■ Goal of the exercise ■
Filter the entries below, keeping only lines with the word "linejoin".

START Data in this exercise

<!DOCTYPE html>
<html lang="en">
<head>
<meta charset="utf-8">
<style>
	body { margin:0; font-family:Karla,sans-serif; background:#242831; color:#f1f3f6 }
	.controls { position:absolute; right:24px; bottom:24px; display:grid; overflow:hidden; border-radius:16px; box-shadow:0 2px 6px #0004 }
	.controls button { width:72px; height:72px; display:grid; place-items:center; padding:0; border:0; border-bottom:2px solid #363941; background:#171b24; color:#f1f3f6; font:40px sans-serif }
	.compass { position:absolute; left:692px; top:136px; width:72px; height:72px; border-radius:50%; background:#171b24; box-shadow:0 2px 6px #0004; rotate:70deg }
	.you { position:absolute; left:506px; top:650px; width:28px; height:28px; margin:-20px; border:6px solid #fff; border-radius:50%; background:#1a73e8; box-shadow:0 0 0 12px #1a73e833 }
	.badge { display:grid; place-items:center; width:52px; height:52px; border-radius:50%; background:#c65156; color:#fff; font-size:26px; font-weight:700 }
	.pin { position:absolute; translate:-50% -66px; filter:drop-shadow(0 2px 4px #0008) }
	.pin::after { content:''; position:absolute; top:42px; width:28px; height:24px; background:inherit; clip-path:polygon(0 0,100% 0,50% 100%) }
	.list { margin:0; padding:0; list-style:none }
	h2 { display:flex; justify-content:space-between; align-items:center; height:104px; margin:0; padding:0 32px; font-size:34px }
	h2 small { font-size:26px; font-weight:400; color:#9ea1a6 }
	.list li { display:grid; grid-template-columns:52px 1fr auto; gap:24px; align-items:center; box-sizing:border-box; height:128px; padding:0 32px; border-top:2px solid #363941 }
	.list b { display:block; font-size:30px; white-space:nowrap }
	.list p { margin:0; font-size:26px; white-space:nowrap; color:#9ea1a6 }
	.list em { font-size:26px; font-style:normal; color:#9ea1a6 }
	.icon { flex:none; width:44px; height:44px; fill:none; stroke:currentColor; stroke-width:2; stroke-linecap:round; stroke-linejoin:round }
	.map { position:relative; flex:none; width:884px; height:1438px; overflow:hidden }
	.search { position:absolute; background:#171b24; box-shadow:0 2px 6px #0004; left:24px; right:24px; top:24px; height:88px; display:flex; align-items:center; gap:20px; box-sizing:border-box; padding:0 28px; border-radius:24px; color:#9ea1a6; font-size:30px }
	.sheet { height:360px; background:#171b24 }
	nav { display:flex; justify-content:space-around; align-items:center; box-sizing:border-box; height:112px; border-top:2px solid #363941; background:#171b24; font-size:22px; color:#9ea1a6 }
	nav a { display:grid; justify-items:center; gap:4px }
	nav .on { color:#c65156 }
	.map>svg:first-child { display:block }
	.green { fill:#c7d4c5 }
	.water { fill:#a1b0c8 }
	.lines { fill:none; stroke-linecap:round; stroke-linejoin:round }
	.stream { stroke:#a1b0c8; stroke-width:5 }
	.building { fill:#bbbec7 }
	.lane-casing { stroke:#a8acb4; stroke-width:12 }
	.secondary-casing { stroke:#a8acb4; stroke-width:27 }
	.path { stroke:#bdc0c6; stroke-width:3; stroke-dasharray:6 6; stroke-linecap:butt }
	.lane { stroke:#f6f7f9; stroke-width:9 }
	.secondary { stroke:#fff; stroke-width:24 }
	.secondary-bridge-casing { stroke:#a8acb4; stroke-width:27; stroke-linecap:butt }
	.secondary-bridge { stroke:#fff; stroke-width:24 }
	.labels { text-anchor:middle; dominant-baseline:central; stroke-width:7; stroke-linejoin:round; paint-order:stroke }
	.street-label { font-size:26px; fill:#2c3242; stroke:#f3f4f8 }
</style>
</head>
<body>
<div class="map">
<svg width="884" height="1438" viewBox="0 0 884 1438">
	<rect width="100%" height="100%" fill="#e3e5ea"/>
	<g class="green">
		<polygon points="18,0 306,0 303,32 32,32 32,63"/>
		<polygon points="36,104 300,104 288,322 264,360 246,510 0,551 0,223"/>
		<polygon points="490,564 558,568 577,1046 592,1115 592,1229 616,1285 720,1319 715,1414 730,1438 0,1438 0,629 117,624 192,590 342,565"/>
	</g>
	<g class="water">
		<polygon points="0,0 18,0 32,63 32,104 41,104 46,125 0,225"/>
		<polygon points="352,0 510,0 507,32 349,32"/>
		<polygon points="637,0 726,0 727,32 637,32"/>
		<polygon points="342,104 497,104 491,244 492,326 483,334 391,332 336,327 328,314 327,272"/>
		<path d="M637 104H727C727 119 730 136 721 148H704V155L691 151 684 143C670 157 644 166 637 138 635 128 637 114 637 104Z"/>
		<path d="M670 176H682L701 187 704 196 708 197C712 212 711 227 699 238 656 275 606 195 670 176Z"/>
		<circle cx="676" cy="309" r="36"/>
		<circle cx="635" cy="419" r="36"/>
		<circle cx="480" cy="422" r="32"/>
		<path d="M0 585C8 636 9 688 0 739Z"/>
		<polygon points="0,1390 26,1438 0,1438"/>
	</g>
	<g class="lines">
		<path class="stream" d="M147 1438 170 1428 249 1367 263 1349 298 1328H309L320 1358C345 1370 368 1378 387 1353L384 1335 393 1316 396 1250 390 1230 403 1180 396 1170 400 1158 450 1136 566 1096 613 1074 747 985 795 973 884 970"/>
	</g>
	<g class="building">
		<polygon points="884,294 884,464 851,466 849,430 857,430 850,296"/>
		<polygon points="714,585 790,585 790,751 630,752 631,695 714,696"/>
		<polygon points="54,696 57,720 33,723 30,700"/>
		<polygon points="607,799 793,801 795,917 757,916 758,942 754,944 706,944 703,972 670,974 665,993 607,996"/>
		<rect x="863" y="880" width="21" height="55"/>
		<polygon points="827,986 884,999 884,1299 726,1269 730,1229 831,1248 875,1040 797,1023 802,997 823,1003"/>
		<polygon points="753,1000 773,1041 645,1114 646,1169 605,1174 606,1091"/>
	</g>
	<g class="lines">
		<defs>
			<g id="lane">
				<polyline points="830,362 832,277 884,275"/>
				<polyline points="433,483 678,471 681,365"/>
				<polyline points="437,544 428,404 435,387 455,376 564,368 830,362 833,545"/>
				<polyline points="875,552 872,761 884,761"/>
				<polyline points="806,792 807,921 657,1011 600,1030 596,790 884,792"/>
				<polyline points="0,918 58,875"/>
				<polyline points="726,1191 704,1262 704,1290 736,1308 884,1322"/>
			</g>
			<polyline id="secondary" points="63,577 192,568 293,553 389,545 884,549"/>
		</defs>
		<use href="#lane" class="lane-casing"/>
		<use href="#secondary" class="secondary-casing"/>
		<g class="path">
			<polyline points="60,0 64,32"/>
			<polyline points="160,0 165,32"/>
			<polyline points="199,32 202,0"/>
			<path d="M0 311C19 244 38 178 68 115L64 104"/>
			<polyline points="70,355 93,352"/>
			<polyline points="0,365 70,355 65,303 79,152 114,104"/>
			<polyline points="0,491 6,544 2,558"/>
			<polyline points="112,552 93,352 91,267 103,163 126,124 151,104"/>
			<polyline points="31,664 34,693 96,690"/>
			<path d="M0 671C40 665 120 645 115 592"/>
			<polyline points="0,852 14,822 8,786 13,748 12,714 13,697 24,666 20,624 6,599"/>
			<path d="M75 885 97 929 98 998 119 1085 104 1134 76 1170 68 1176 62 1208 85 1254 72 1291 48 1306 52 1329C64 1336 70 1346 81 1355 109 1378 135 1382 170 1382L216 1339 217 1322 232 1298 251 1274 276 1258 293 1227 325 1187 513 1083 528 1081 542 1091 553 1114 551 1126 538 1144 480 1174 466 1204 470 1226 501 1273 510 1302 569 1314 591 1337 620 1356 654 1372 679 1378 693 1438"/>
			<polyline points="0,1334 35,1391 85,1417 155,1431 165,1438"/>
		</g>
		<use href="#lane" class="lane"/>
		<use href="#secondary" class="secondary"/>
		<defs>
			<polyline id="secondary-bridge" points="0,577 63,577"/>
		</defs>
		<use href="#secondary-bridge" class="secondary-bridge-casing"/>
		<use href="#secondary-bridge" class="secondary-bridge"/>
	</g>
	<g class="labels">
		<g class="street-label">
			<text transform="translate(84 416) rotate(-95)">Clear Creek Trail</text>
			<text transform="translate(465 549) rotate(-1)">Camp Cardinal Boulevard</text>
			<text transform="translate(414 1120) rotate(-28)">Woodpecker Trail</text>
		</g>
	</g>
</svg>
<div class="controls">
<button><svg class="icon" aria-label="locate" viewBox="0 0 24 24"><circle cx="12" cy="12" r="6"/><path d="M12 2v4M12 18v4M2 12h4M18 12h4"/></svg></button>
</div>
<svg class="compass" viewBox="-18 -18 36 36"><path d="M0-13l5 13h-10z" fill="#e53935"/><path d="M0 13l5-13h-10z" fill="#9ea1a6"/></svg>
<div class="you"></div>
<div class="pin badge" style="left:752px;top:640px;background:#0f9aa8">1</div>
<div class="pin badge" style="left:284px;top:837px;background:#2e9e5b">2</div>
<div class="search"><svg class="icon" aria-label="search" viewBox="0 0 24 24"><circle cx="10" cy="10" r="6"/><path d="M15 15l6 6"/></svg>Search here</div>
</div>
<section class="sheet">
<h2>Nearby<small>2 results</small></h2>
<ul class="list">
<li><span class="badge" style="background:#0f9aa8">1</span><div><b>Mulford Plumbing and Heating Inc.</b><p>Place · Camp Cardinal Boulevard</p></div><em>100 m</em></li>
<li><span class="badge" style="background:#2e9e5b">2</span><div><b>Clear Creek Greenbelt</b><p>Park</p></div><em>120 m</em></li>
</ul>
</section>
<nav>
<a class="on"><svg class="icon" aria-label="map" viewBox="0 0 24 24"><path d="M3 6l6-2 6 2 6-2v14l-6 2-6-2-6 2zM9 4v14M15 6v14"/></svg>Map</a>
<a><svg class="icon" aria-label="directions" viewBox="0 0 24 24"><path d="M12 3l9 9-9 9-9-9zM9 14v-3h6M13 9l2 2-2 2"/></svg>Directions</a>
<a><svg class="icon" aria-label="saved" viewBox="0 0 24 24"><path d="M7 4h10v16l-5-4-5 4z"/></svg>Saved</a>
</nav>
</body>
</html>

END Data in this exercise

■ Your response ■
	.icon { flex:none; width:44px; height:44px; fill:none; stroke:currentColor; stroke-width:2; stroke-linecap:round; stroke-linejoin:round }
	.lines { fill:none; stroke-linecap:round; stroke-linejoin:round }
	.labels { text-anchor:middle; dominant-baseline:central; stroke-width:7; stroke-linejoin:round; paint-order:stroke }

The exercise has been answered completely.